Saved entries:
---------------
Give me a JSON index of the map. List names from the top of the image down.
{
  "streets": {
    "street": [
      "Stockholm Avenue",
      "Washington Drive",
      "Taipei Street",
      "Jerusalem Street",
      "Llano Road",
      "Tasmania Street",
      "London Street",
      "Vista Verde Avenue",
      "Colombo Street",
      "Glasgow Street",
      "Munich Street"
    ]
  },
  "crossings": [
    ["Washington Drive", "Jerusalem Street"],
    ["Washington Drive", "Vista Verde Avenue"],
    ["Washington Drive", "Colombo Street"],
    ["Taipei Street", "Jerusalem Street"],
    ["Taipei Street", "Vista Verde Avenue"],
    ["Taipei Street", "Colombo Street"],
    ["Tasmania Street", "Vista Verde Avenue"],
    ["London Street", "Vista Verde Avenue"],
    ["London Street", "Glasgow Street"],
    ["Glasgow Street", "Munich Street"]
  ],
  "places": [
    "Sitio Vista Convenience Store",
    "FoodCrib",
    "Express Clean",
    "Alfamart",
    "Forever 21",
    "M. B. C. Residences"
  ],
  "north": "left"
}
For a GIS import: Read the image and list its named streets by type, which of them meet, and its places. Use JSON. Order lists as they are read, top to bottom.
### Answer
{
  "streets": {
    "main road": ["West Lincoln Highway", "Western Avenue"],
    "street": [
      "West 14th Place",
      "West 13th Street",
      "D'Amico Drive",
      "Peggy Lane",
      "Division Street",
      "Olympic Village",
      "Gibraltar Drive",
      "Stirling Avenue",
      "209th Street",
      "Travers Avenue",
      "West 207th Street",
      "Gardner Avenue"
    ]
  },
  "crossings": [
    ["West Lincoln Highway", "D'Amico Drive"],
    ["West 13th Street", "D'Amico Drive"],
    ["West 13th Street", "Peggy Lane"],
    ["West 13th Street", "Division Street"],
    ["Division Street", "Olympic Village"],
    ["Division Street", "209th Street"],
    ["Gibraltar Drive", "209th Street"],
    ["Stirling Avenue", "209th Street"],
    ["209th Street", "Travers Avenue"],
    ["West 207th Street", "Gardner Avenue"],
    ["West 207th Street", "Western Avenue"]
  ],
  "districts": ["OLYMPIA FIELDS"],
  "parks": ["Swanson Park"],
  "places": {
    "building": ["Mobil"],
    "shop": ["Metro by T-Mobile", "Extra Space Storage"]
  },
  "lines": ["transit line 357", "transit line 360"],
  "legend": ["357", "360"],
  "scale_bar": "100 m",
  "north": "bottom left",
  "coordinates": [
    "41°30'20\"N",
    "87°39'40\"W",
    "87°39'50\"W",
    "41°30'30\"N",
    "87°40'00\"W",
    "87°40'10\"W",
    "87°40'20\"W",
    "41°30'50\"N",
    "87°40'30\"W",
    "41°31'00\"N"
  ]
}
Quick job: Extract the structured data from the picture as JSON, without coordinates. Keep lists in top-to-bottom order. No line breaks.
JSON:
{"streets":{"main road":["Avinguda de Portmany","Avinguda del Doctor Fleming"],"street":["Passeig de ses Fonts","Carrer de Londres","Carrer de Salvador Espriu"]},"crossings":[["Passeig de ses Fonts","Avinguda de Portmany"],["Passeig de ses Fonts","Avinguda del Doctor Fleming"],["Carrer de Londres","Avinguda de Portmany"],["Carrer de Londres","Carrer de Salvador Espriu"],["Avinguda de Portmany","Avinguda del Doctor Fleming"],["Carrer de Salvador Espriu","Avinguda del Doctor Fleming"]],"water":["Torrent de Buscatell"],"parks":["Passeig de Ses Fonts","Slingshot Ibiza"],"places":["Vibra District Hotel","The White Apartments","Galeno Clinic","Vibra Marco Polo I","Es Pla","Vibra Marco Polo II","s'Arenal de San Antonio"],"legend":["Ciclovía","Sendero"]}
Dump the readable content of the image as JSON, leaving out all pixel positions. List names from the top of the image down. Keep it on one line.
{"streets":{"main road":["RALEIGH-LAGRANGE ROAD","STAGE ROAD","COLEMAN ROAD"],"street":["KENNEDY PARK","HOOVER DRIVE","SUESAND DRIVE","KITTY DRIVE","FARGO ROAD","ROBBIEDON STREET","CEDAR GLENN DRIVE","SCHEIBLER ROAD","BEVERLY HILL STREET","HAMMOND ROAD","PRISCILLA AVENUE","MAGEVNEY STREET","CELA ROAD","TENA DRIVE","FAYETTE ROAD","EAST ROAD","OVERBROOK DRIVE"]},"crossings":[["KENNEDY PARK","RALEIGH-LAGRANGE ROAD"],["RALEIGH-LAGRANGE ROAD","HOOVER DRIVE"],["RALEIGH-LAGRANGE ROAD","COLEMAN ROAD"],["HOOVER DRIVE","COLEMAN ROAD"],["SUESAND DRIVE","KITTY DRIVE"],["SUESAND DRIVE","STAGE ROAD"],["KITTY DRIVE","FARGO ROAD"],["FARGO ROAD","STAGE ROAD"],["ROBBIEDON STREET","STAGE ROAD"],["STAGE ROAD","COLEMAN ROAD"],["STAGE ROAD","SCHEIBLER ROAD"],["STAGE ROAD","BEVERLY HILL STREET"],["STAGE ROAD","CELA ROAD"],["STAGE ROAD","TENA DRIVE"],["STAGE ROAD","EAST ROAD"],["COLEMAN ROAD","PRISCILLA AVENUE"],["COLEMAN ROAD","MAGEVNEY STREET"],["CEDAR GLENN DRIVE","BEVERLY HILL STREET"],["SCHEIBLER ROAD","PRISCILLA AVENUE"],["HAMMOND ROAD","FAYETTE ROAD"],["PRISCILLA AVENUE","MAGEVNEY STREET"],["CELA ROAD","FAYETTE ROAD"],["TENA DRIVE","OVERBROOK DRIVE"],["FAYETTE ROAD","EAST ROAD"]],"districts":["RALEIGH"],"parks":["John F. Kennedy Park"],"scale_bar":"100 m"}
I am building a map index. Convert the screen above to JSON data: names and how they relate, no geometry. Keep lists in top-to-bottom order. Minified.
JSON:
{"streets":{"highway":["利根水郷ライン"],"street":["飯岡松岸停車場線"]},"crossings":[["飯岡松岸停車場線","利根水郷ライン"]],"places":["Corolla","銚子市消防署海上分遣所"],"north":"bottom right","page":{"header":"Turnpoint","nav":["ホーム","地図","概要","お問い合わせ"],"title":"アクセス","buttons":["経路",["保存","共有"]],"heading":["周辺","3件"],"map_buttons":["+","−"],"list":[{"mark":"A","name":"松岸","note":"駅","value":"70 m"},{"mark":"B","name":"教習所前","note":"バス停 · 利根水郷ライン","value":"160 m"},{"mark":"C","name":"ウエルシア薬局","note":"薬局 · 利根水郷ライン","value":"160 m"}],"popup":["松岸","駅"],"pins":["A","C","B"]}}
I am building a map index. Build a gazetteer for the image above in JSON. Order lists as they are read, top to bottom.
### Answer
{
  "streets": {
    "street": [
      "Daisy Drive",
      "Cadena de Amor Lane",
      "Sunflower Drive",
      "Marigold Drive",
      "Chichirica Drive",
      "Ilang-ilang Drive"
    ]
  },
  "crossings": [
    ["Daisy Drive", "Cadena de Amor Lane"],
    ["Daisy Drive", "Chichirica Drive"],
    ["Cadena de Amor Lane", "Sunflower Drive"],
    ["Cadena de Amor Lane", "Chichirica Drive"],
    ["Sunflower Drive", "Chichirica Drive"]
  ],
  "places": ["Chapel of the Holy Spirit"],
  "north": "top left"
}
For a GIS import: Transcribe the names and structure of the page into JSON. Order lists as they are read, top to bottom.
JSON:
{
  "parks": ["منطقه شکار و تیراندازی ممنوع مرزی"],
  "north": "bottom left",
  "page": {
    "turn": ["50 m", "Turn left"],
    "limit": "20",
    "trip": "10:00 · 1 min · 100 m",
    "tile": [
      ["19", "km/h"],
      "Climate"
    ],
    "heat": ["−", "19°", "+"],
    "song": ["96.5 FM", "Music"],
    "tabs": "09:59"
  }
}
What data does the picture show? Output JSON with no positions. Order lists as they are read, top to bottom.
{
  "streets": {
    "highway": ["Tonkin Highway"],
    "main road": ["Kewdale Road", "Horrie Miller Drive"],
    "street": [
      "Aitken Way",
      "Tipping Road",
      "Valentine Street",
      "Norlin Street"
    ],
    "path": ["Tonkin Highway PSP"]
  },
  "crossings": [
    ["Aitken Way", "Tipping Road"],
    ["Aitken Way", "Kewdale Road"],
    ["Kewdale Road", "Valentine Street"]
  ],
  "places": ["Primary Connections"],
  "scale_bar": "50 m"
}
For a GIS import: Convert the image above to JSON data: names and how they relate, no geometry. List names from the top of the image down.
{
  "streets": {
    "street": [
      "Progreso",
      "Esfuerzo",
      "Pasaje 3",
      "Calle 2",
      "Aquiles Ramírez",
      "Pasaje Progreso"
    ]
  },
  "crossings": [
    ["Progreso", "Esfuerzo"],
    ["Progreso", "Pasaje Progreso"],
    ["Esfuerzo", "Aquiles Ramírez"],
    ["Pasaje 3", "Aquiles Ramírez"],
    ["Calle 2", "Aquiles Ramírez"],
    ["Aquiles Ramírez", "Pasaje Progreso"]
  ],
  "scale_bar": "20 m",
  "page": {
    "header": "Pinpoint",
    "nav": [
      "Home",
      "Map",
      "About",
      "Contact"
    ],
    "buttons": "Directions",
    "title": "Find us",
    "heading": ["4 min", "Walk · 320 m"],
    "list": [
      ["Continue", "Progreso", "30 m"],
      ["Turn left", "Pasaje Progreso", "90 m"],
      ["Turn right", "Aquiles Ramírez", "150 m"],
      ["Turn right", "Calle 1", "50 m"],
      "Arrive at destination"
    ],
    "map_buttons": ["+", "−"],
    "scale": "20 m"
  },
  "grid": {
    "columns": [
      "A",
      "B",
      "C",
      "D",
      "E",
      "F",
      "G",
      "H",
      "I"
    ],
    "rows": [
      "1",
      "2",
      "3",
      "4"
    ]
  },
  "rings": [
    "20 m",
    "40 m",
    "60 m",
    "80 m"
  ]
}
---------------
:: Instructions to follow ::
Please filter the entries for the word "positions" and copy the lines that have it.

:: Problem solution ::
Dump the readable content of the image as JSON, leaving out all pixel positions. List names from the top of the image down. Keep it on one line.
What data does the picture show? Output JSON with no positions. Order lists as they are read, top to bottom.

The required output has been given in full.